The Political Economy of the Bidi Industry
The tobacco comes from Gujarat and North Karnataka and the tendu leaves from Madhya Pradesh, Rajasthan and Orissa. Procurement is centralized to ensure quality while production is dispersed. Most of the large bidi manufacturers have operations in multiple states (to take advantage of lower wage rates) though their markets are mainly in the North. The tobacco is premixed (unique to each brand) and sent to the production centres. From there, tobacco and tendu leaves are dispersed through contractors, rolled by the workers and collected back again in the production centre. They are roasted and sent for packaging and once that is done, they are transported to the markets.
Interviews with contractors revealed that the original commissions did not work for them economically either. Thus they had to collect commissions over and above the basic rate – either in cash (from workers’ wages) or in kind (by pocketing some bidis which they would sell on the open market). Some of them even give the workers less than their fair share of tobacco or tendu leaves so they can use it elsewhere. As one contractor said, “That is how we make our profit. This sort of operations has become the unsaid rule of this industry. True we feel like thieves – stealing on our own efforts.The big companies extract their profit at our expense and we are made to look like the thieves.”
CWM estimated that the bidi industry’s aggregated revenues are Rs.16300 crore per annum. With the biggest players have turnovers of Rs.500-900 crore each. It is a common refrain that the bidi industry is facing a declining market with cigarettes growing in market share. But an analysis of profits for the major companies and their dividends (in case they are companies) shows that they are still earning substantial profits. Most have more than a 10% rate of profit after tax as per their official financial statements.

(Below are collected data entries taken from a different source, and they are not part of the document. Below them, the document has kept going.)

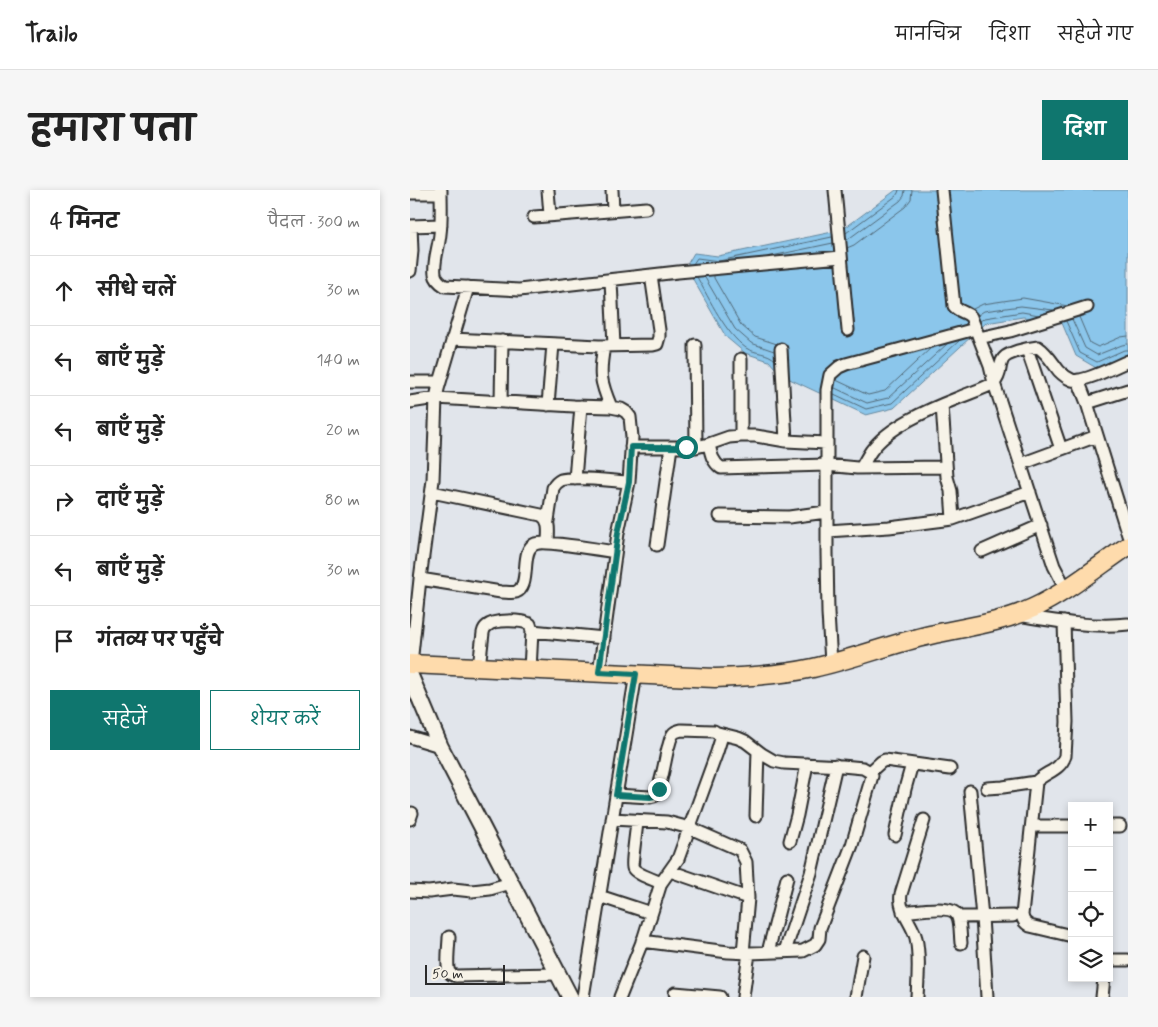 <!DOCTYPE html>
<html lang="hi">
<meta charset="utf-8">
<style>
:root{--surface:#fff;--page:#f6f6f6;--text:#222;--muted:#767676;--line:#e0e0e0;--accent:#0f766e}
body{margin:0;font-family:Mynerve,"Playpen Sans Deva",sans-serif;background:var(--page);color:var(--text)}
.controls{position:absolute;right:15px;bottom:15px;display:grid;overflow:hidden;border-radius:0px;box-shadow:0 2px 8px #0003}
.controls button{width:45px;height:45px;display:grid;place-items:center;padding:0;border:0;border-bottom:1px solid var(--line);background:var(--surface);color:var(--text);font:25px sans-serif}
.scale{position:absolute;left:15px;bottom:12px;width:80px;box-sizing:border-box;padding-left:5px;border:2px solid #2b2b2b;border-top:0;font-size:14px;line-height:18px;white-space:nowrap;color:#2b2b2b;-webkit-text-stroke:4px #f7f3e8;paint-order:stroke}
.stop{position:absolute;width:15px;height:15px;margin:-11px;border:4px solid #0f766e;border-radius:50%;background:#fff}
.stop.end{background:#0f766e;border-color:#fff;box-shadow:0 1px 5px #0008}
.list{margin:0;padding:0;list-style:none}
h2{display:flex;justify-content:space-between;align-items:center;height:65px;margin:0;padding:0 20px;font-size:21px}
h2 small{font-size:16px;font-weight:400;color:var(--muted)}
.list li{display:grid;grid-template-columns:32px 1fr auto;gap:15px;align-items:center;box-sizing:border-box;height:70px;padding:0 20px;border-top:1px solid var(--line)}
.list b{display:block;font-size:19px;white-space:nowrap}
.list em{font-size:16px;font-style:normal;color:var(--muted)}
.actions{display:flex;gap:10px;padding:15px 20px}
.actions a{flex:1;padding:11px 0;border:1px solid var(--accent);border-radius:0px;text-align:center;font-size:18px;color:var(--accent)}
.actions .main{background:var(--accent);color:#fff}
.icon{flex:none;width:28px;height:28px;fill:none;stroke:currentColor;stroke-width:2;stroke-linecap:round;stroke-linejoin:round}
.map{position:relative;flex:none;width:718px;height:807px;overflow:hidden;border-radius:0px}
header{display:flex;align-items:center;gap:30px;box-sizing:border-box;height:70px;padding:0 25px;background:var(--surface);border-bottom:1px solid var(--line)}
header strong{font-size:24px}
nav{display:flex;gap:28px;margin-inline-start:auto;font-size:18px}
.intro{display:flex;align-items:center;justify-content:space-between;box-sizing:border-box;height:120px;padding:0 30px}
h1{margin:0;font-size:35px}
.button{padding:12px 22px;border-radius:0px;background:var(--accent);color:#fff;font-size:18px;font-weight:700}
main{display:flex;gap:30px;padding:0 30px}
aside{flex:1;background:var(--surface);border-radius:0px;box-shadow:0 2px 8px #0003}
.map>svg:first-child{display:block}
.water{fill:#8bc6eb;stroke:#65889e}
.lines{fill:none;stroke-linecap:round;stroke-linejoin:round}
.shore{stroke:#516978;stroke-width:1}
.street-casing{stroke:#2b2b2b;stroke-width:15}
.secondary-casing{stroke:#2b2b2b;stroke-width:19}
.primary-casing{stroke:#2b2b2b;stroke-width:21}
.street{stroke:#f7f3e8;stroke-width:11}
.secondary{stroke:#f7f3e8;stroke-width:15}
.primary{stroke:#fedbac;stroke-width:18}
.route{stroke:#0f766e;stroke-width:6}
</style>
<header>
<strong>Trailo</strong>
<nav><a>मानचित्र</a><a>दिशा</a><a>सहेजे गए</a></nav>
</header>
<div class="intro"><h1>हमारा पता</h1><a class="button">दिशा</a></div>
<main>
<aside>
<h2>4 मिनट<small>पैदल · 300 m</small></h2>
<ul class="list">
<li><svg class="icon" aria-label="ahead" viewBox="0 0 24 24"><path d="M12 20V5M6 11l6-6 6 6"/></svg><div><b>सीधे चलें</b></div><em>30 m</em></li>
<li><svg class="icon" aria-label="left" viewBox="0 0 24 24"><path d="M17 20v-9H6M10 6l-5 5 5 5"/></svg><div><b>बाएँ मुड़ें</b></div><em>140 m</em></li>
<li><svg class="icon" aria-label="left" viewBox="0 0 24 24"><path d="M17 20v-9H6M10 6l-5 5 5 5"/></svg><div><b>बाएँ मुड़ें</b></div><em>20 m</em></li>
<li><svg class="icon" aria-label="right" viewBox="0 0 24 24"><path d="M7 20v-9h11M14 6l5 5-5 5"/></svg><div><b>दाएँ मुड़ें</b></div><em>80 m</em></li>
<li><svg class="icon" aria-label="left" viewBox="0 0 24 24"><path d="M17 20v-9H6M10 6l-5 5 5 5"/></svg><div><b>बाएँ मुड़ें</b></div><em>30 m</em></li>
<li><svg class="icon" aria-label="arrive" viewBox="0 0 24 24"><path d="M6 21V4h12l-3 4 3 4H6"/></svg><div><b>गंतव्य पर पहुँचे</b></div></li>
</ul>
<div class="actions"><a class="main">सहेजें</a><a>शेयर करें</a></div>
</aside>
<div class="map">
<svg width="718" height="807" viewBox="0 0 718 807">
<rect width="100%" height="100%" fill="#e1e5eb"/>
<filter id="ink" filterUnits="userSpaceOnUse"><feTurbulence type="fractalNoise" baseFrequency=".02" numOctaves="2"/><feDisplacementMap in="SourceGraphic" scale="10" xChannelSelector="R" yChannelSelector="G"/><feConvolveMatrix kernelMatrix="1 2 1 2 8 2 1 2 1" color-interpolation-filters="sRGB"/></filter>
<g filter="url(#ink)">
<path class="water" d="M486 0H718V164L688 179 666 166 652 133 613 127 576 133 484 218 456 225 371 185 359 171 335 163 316 147 280 84 278 73 284 63 308 66 432 40Z"/>
<g class="lines">
<path class="shore" d="M436 43 486 6 488 3 489 0
M437 50 490 11 494 6 495 0
M437 58 444 55 495 17 501 9 502 0
M357 67 423 53
M283 74 287 68 309 71 422 47
M294 86 325 139 341 153 364 161
M304 86V88L331 135 345 147 367 154
M287 87C300 110 315 143 336 158 345 164 358 162 365 170
M563 119 573 114 613 108 658 116
M568 125 574 121 611 116 643 120
M669 127 680 153 688 157 711 147 718 146
M662 129 675 158 687 165 712 155 718 154
M570 131 575 128 612 122 629 125
M656 131 670 163 687 172 714 160H718
M426 190 458 205 475 201 521 158
M425 198 457 213 478 208 537 154
M424 204 456 219 482 213 550 150"/>
<g class="street-casing">
<path id="street" d="M31 0C31 15 32 30 30 44 29 57 23 71 25 84 26 90 30 93 35 96L109 100 268 82 431 67
M138 0 140 25
M202 0 203 20
M425 0 438 140
M532 0 544 116C548 122 555 121 561 127L580 176 584 193 637 355 644 376 656 399
M0 3H31
M124 27 236 18
M0 36 31 35
M0 81 2 61 1 36
M201 90 204 156
M569 148 600 141 677 117
M42 149 189 156 243 155 247 154 249 147V140L241 85
M285 155 286 257
M194 156C189 184 190 191 201 217
M371 159 376 251
M617 159 651 259
M668 190 677 213 718 345
M0 192H29
M0 212 26 208 164 216 201 217 211 219 216 222 220 227 222 247 219 292 208 343 189 483
M91 212 92 151
M677 213 718 200
M138 215 143 154
M532 215 537 287 541 301 543 329
M331 246V169
M299 254C301 264 302 271 311 278L416 275 447 278 536 277
M221 257H286L299 254 319 247 331 246H346L376 251 416 253
M611 274 687 246
M451 278C454 273 457 267 461 261 479 236 520 219 548 208 560 203 573 199 584 193 592 183 588 181 592 171 595 162 619 158 628 157 637 163 642 172 649 181 652 184 657 188 662 190 672 193 707 176 718 171
M165 289 171 216
M22 302 131 325C141 330 138 343 138 353
M310 326 379 327 416 322
M138 331 143 298C145 294 147 292 151 290 164 286 203 291 219 292
M417 341 479 337 543 329 620 302
M247 355 261 257
M572 361 631 335
M10 389 91 402C96 402 102 403 106 402 122 396 109 360 125 354 133 350 192 360 205 362
M608 425C644 431 682 438 718 434
M654 432 657 532 655 566C650 581 635 582 626 592L612 725C613 731 615 733 620 736L662 746
M122 441 194 448
M421 473 418 423 417 363V200L420 185 429 177 436 174 565 139
M1 474 10 389 23 290 26 208 28 199 58 97
M69 477 73 443C74 439 74 438 77 436 84 429 111 430 120 434L122 441 120 480
M0 547 30 556
M460 582 471 572 475 570 540 579
M577 598 593 597 626 592
M560 601 572 727 577 807
M206 605 240 607 244 606C251 599 255 569 258 558 260 553 260 547 264 543 266 541 269 541 271 540L304 541 311 546V549L307 562 268 669 251 693 234 747 210 807
M346 626 348 561
M0 629 2 623
M202 629 257 632 280 638 330 660 336 672 338 708 333 763
M227 631C227 637 221 675 223 678 226 684 245 690 251 693
M622 636H662
M699 636H710
M485 645 495 599 502 574
M380 651 387 625 397 574
M260 681 338 708
M0 701 19 702 43 699 62 701 80 699 101 693
M189 706 241 723
M493 722C505 721 541 714 547 725 551 732 550 745 551 753
M548 727 603 726
M39 747C39 754 36 775 39 782 41 785 43 785 46 786L148 784
M232 751 318 762 339 763 393 761 405 755 409 749 410 738 442 655 462 586 460 582 453 578 432 576 374 573 364 571 352 564 335 551 328 548 308 543
M375 761 401 683 426 575
M358 762 377 688
M699 770H718
M265 803 310 807
M173 807 226 484
M333 807 339 763
M446 807 453 766
M507 807C508 788 510 767 506 748 502 732 488 721 491 704L514 630
M692 807 694 788"/>
</g>
<g class="secondary-casing">
<path id="secondary" d="M0 485 30 556 160 807"/>
</g>
<g class="primary-casing">
<path id="primary" d="M0 474 305 488C338 487 371 485 403 478 443 469 481 454 520 445 555 437 591 433 623 418 657 402 687 377 718 356"/>
</g>
<use href="#street" class="street"/>
<use href="#secondary" class="secondary"/>
<use href="#primary" class="primary"/>
</g>
</g>
<g class="lines" filter="url(#ink)">
<path class="route" d="M249 599 244 606 240 607 206 605 226 484 189 482 208 343 219 292 221 257H276"/>
</g>
</svg>
<div class="controls">
<button>+</button>
<button>−</button>
<button><svg class="icon" aria-label="locate" viewBox="0 0 24 24"><circle cx="12" cy="12" r="6"/><path d="M12 2v4M12 18v4M2 12h4M18 12h4"/></svg></button>
<button><svg class="icon" aria-label="layers" viewBox="0 0 24 24"><path d="M12 4l9 5-9 5-9-5zM3 14l9 5 9-5"/></svg></button>
</div>
<div class="scale">50 m</div>
<div class="stop" style="left:276px;top:257px"></div>
<div class="stop end" style="left:249px;top:599px"></div>
</div>
</main>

The companies tend to be family-owned and pay their promoters in crores every year in the form of salaries and dividends.
Note on the Threat of Production Shift
A regular threat issued by managements is that they will shift production to other states in case of worker agitation or government intervention. While this did take place in 1968 with Mangalore Beedi shifting away from Kerala, CWMbelieves that this is much more unlikely today. There is a segmentation of the market according to preferences of the consumers so brands can’t just switch markets at will. A combination of VAT rates and labour costs tends to make financial ratios almost similar across states so there isn’t a real economic benefit from shifting production. Most importantly, manufacturing systems take a lot of time and investment to build and they are not easy to replicate in a new area.
CWM has not made their report public as yet – only a draft is being circulated. They hope to build on this report by working with unions and workers on the issues discussed. Armed with these facts, unions can refute many claims made by the management, especially regarding their financial conditions and the threat of shifting production.